C'est ce qui m'a inspiré la chanson «My people» qui est un appel à la liberté pour le bien de l'humanité. Dieu nous a donné des conditions de base pour vivre notre vie comme nous voulons, sans toucher à la liberté des autres. L'être humain veut priver son prochain de cette liberté.

Votre choix spirituel pour l'Islam ne vous a-t-il pas empêché de rester fidèle à votre ancien répertoire ?
J'aime beaucoup mes anciennes chansons qui représentent pour moi des messages et pour les autres aussi. Par contre, j'ai laissé tomber certaines chansons parce que je suis plus intéressé par la paix et l'humanisme.

Que connaissiez-vous du Maroc avant de
venir chanter à Mawazine ?

Je connais la ville d'Essaouira. Elle m'a été présentée par un traducteur anglais qui était lui aussi musulman.
Je garde un bon souvenir des gens que j'ai connus dans cette ville.
Quant à Marrakech, je l'avais visitée bien avant, dans les années 70. Je la trouve très mystérieuse. Je peux aussi ajouter que j'ai écrit deux chansons au Maroc: «If I Love» et «How Can Tell You».

Une légende vivante

Né en 1948 à Londres, d'un père chypriote grec et d'une mère suédoise, Yusuf Islam (Cat Stevens), de son vrai nom Steven Demetre Georgiou, se passionne de la musique depuis son jeune âge. 1967 représente pour lui l'année des premières tournées où il se produira avec le Jimi Hendrix Experience et les Californiens de Walker Brothers.
En 1969, la tuberculose met sa vie en danger et ouvre une parenthèse d'interrogations sur sa vie passée.
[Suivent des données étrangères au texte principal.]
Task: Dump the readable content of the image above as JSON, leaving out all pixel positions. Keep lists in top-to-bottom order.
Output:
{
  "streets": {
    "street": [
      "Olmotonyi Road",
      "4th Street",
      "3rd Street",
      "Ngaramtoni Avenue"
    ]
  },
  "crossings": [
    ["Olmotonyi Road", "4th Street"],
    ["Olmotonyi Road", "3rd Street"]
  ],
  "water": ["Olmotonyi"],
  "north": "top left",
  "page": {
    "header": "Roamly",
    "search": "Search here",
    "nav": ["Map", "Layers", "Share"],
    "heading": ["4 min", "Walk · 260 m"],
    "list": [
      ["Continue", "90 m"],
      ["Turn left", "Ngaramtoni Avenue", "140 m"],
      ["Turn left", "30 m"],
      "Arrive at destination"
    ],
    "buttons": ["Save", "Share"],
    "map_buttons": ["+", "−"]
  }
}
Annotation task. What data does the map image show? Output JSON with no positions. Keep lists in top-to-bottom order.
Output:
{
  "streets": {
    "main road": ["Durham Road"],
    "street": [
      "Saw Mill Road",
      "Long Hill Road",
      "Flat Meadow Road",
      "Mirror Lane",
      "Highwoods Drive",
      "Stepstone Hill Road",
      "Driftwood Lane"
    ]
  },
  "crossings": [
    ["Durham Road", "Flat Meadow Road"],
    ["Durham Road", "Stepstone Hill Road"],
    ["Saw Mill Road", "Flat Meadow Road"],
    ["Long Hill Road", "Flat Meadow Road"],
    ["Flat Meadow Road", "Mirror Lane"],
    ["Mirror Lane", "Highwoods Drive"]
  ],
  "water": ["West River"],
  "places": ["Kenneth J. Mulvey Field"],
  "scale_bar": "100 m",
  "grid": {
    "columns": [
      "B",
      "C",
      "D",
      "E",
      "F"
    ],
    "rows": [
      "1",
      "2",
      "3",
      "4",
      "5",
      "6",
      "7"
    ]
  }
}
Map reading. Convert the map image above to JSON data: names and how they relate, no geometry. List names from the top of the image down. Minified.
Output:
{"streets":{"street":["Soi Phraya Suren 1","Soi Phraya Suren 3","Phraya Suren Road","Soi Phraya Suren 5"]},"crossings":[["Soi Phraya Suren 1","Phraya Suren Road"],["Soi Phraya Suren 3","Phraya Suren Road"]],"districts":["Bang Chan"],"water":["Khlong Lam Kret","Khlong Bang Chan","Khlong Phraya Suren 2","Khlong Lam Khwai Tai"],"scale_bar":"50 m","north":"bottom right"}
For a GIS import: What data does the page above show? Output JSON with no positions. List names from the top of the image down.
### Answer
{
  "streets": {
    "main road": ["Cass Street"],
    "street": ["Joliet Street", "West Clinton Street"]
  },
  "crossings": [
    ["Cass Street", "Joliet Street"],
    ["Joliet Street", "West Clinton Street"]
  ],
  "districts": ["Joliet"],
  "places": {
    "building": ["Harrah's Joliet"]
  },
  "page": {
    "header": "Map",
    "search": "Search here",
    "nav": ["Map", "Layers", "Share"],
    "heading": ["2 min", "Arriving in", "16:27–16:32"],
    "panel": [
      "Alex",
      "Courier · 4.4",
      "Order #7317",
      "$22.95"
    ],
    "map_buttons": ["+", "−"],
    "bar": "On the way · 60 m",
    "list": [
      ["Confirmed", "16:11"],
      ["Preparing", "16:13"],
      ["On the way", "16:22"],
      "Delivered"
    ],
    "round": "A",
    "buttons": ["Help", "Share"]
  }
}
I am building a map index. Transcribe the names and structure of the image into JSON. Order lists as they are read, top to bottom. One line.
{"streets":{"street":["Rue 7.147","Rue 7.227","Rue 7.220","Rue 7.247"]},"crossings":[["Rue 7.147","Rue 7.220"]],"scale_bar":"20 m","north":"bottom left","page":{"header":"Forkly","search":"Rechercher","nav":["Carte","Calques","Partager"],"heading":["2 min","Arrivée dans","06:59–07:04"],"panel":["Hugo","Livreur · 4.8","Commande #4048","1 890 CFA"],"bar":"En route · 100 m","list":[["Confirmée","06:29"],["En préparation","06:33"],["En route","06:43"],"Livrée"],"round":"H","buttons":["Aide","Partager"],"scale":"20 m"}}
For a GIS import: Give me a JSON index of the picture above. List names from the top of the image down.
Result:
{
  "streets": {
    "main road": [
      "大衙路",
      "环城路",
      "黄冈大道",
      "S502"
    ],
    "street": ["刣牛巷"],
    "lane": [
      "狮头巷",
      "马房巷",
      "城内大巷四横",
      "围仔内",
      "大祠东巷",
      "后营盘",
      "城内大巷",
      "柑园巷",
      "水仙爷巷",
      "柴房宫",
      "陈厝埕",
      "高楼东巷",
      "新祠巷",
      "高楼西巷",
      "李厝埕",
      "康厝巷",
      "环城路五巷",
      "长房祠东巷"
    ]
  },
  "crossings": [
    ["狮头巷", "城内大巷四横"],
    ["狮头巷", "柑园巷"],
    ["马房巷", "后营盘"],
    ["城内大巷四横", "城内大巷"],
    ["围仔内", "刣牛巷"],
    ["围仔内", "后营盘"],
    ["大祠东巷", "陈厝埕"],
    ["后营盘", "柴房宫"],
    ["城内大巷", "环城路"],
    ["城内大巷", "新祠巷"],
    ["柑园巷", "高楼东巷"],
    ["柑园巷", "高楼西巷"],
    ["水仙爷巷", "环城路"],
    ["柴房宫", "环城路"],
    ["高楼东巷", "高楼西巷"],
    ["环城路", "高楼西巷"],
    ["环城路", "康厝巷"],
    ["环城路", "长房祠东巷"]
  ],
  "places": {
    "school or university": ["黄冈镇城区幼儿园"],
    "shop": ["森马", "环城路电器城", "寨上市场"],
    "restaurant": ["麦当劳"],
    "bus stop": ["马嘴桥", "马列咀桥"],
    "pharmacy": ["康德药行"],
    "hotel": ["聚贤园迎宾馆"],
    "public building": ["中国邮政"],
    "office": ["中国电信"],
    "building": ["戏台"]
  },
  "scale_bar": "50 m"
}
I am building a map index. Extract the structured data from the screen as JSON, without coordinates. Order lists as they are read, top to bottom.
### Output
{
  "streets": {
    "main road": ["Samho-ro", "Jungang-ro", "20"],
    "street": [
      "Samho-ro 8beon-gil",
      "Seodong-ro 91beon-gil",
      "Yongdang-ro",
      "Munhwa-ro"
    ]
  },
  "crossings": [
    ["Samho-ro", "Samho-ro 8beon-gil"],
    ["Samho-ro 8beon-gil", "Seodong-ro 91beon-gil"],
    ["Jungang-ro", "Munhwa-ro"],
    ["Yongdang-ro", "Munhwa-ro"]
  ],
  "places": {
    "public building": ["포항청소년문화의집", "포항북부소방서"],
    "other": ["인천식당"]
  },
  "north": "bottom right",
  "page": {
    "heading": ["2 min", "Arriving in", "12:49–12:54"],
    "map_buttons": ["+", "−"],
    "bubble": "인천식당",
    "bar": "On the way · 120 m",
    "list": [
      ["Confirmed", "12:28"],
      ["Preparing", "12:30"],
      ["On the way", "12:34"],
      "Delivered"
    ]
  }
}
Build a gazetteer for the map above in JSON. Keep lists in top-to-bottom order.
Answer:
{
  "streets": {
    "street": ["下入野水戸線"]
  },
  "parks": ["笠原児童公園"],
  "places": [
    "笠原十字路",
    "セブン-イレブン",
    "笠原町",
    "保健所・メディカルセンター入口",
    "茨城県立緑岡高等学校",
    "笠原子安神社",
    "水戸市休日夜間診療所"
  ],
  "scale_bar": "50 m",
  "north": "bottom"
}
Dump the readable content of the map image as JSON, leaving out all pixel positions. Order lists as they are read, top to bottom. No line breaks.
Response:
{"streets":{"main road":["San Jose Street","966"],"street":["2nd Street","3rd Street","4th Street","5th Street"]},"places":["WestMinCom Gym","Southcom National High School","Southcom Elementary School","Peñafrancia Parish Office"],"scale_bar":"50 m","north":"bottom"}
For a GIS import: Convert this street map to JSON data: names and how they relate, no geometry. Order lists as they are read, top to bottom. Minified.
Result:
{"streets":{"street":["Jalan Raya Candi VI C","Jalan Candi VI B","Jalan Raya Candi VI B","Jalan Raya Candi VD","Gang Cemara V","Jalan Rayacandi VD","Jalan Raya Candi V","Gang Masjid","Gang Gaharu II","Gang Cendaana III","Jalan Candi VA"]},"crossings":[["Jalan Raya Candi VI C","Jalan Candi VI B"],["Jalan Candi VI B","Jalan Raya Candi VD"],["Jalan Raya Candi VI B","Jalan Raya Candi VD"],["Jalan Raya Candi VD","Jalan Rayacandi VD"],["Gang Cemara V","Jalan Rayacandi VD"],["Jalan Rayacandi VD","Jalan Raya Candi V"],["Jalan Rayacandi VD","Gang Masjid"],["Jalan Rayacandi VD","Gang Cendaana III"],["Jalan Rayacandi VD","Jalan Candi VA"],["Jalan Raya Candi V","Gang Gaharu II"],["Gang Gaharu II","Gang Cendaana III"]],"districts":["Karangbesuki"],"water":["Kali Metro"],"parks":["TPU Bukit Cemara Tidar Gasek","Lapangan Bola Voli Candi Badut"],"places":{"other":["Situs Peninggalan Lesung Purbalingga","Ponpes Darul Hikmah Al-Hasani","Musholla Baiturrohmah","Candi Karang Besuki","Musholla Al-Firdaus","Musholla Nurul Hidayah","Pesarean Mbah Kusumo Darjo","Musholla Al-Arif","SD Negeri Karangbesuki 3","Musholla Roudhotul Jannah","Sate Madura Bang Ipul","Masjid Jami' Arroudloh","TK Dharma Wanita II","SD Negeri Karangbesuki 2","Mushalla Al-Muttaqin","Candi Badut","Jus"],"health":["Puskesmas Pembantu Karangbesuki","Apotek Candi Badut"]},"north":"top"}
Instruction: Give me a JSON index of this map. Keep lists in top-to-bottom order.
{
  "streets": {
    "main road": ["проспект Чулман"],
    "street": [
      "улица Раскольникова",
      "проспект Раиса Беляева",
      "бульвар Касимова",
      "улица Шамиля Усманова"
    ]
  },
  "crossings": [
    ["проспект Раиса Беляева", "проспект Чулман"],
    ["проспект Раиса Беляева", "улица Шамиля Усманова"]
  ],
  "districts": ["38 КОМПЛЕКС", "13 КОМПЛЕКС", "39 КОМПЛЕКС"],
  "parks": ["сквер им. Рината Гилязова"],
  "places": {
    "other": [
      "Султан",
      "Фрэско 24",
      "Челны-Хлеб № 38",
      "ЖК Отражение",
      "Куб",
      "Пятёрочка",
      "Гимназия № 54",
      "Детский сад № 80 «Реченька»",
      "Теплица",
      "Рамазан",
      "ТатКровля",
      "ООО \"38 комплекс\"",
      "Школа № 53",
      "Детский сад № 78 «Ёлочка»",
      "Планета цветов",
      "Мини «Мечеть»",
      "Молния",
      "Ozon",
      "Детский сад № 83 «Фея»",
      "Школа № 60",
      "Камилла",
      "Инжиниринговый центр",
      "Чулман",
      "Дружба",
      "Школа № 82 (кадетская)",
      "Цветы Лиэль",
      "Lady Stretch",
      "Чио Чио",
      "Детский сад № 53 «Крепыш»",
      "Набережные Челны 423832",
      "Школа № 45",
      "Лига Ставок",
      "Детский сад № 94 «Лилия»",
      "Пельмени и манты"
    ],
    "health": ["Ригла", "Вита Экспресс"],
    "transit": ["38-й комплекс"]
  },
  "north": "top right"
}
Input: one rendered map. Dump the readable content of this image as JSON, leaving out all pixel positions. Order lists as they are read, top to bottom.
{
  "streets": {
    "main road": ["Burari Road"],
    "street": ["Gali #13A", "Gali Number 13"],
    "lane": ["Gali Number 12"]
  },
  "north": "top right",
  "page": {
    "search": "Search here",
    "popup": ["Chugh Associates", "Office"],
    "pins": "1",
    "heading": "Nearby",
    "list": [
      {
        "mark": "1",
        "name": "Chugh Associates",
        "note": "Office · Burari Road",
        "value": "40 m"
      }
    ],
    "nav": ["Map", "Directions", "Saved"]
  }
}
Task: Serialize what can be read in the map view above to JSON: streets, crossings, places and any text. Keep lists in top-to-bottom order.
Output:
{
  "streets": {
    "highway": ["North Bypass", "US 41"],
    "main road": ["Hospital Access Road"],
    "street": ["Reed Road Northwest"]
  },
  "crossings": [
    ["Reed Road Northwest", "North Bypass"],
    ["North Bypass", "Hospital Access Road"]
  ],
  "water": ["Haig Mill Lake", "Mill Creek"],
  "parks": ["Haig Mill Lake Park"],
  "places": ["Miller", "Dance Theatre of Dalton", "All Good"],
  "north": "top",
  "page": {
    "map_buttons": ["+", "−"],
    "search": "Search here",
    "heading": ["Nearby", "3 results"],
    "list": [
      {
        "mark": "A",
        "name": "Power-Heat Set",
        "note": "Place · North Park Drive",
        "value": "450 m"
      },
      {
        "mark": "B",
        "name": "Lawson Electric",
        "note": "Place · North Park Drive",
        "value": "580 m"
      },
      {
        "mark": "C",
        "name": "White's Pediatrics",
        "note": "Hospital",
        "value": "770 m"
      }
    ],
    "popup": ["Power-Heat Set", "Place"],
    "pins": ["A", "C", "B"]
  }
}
Quand il reprend sa carrière en 1970, il adopte un nouveau tournant musical, plus intense, faisant de lui une star mondiale offrant des morceaux forts en émotion. C'était le début d'une autre phase qui le mène vers la conversion à l'Islam en 1977.
Ce génie intemporel, qui a écoulé plus de 100 millions d'albums dans le monde, consacre, depuis, son temps et ses revenus à des œuvres de bienfaisance.
Aujourd'hui Yusuf Islam est réconcilié avec son passé, ses chansons sont intemporelles et de renommée mondiale. Il est toujours présent dans le cœur des fans comme l'un des plus grands artistes de tous les temps.